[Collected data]
━━━━━━━━━━

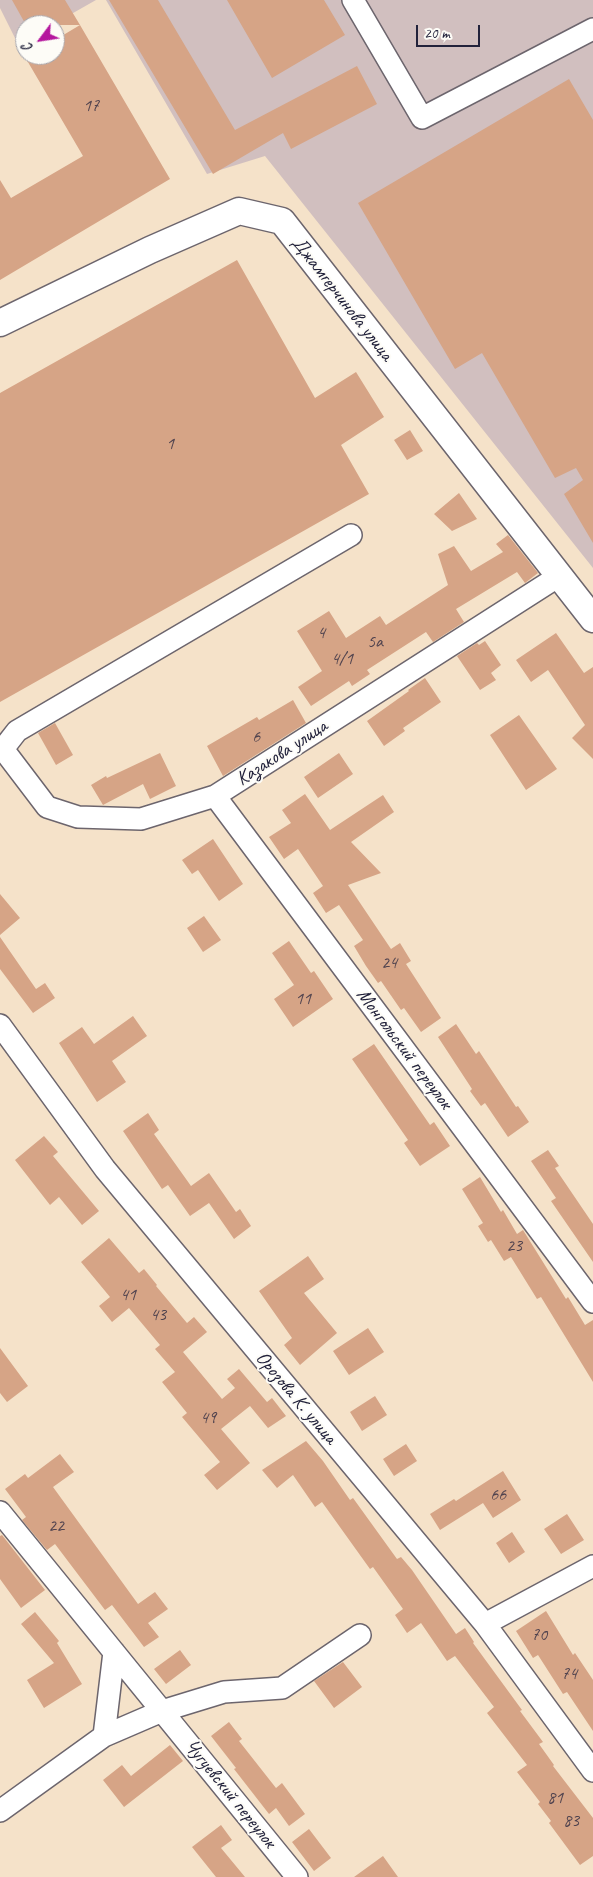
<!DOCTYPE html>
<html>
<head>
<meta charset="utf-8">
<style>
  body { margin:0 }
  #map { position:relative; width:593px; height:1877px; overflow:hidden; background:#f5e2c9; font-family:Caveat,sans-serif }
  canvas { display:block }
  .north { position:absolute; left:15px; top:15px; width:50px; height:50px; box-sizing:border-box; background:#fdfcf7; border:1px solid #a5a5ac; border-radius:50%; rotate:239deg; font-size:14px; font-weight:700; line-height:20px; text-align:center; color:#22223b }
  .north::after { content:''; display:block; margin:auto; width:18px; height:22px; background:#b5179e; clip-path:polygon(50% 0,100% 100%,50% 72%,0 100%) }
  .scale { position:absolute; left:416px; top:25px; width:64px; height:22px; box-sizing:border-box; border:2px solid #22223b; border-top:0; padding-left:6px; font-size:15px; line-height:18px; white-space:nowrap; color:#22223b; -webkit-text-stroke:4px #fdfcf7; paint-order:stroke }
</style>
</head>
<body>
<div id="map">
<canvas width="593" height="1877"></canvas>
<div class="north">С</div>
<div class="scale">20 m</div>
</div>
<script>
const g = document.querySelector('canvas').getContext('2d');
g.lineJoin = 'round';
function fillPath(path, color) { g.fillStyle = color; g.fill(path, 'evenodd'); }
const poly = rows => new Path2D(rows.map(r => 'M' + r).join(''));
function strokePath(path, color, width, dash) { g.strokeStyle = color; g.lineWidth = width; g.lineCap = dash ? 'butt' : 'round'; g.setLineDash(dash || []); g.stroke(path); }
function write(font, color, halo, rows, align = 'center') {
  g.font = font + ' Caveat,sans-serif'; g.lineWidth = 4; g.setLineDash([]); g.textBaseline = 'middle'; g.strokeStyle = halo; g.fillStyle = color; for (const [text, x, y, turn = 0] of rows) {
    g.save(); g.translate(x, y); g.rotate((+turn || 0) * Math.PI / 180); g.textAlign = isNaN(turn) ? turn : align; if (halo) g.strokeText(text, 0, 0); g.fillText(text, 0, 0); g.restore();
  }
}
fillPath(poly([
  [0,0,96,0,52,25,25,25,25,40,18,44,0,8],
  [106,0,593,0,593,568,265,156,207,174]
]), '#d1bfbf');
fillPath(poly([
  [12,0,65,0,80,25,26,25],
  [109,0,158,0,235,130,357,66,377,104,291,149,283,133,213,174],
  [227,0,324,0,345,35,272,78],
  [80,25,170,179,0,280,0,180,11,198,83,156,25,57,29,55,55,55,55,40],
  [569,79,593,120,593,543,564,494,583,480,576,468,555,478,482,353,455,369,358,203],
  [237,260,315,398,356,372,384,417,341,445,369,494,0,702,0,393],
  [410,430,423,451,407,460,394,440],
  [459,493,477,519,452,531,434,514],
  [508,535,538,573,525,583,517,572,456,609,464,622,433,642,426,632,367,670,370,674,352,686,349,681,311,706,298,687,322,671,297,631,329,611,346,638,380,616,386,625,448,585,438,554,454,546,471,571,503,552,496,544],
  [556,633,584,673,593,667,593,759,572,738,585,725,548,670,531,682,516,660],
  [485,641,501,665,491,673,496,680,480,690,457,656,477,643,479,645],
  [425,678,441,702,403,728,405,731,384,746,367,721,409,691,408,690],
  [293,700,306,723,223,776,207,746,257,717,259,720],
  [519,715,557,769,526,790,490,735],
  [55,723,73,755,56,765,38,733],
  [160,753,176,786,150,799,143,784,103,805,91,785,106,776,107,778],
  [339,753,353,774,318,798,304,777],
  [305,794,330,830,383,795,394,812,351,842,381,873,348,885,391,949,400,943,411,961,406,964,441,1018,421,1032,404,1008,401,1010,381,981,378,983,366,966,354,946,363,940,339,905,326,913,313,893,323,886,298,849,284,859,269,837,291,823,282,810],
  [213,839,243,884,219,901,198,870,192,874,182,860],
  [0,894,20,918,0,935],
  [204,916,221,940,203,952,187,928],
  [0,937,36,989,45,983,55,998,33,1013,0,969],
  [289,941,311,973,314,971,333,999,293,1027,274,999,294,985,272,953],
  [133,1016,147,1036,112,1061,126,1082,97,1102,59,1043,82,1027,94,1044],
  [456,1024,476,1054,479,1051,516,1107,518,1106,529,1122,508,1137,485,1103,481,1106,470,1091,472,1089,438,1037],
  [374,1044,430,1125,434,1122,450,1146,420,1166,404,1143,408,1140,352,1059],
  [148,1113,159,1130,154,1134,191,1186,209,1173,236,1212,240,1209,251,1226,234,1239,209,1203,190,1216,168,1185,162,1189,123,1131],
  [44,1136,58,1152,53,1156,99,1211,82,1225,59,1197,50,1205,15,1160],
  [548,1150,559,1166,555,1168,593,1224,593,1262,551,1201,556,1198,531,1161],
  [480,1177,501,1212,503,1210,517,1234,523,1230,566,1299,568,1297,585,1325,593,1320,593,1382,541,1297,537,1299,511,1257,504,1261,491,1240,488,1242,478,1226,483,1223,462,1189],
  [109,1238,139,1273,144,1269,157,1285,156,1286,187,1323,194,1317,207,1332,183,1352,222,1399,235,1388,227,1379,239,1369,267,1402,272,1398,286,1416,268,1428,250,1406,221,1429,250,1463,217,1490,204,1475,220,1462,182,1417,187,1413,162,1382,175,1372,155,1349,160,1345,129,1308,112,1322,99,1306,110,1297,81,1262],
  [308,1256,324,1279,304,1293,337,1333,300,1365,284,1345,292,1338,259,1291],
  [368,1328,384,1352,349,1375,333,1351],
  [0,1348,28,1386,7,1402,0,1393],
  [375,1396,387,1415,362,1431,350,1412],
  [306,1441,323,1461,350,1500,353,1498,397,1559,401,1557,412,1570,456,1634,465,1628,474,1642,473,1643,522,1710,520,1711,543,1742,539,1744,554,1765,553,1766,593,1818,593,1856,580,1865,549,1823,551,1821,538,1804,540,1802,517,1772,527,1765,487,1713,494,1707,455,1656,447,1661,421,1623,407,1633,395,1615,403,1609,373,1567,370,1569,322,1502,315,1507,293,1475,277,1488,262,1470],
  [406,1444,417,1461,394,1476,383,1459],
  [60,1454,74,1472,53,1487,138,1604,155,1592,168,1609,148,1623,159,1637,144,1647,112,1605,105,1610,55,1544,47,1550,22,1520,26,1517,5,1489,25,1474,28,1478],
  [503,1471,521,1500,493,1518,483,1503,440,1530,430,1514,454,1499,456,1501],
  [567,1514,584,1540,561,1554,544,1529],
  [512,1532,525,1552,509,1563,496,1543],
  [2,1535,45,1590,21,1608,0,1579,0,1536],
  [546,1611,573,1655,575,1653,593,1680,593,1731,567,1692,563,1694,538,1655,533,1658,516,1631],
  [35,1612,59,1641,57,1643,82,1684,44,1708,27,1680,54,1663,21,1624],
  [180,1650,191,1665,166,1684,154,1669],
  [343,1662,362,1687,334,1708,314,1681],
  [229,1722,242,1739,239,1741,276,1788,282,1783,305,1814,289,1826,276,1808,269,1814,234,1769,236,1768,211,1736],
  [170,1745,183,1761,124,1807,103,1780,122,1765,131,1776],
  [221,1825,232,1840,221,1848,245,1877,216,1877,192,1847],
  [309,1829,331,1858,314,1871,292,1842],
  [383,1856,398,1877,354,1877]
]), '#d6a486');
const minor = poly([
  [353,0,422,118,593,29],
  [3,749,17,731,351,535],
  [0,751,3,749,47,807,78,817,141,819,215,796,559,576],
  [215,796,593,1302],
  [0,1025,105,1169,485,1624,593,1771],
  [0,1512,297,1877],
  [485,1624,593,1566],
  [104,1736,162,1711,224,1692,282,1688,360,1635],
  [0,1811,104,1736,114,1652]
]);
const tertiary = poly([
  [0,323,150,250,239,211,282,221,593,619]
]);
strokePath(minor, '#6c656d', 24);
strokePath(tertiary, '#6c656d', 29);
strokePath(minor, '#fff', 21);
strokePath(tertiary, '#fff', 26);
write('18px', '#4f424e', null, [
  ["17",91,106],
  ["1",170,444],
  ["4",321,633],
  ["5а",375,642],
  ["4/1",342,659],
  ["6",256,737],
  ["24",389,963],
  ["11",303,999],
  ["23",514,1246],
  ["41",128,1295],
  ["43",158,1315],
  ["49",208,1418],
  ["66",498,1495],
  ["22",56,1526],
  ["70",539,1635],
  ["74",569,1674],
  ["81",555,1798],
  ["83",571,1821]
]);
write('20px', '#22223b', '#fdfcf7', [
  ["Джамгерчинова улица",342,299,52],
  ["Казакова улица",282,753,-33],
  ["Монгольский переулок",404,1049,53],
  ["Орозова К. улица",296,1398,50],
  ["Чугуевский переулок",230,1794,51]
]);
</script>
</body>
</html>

━━━━━━━━━━

→ **TASK GOAL**
The required output is a verbatim repetition of the lines from the opening of the entries above through the line containing "position:absolute; left:15px; top:15px;", inclusive, with no pictures and nothing else.

→ **REPLY TO THE EXERCISE**
<!DOCTYPE html>
<html>
<head>
<meta charset="utf-8">
<style>
  body { margin:0 }
  #map { position:relative; width:593px; height:1877px; overflow:hidden; background:#f5e2c9; font-family:Caveat,sans-serif }
  canvas { display:block }
  .north { position:absolute; left:15px; top:15px; width:50px; height:50px; box-sizing:border-box; background:#fdfcf7; border:1px solid #a5a5ac; border-radius:50%; rotate:239deg; font-size:14px; font-weight:700; line-height:20px; text-align:center; color:#22223b }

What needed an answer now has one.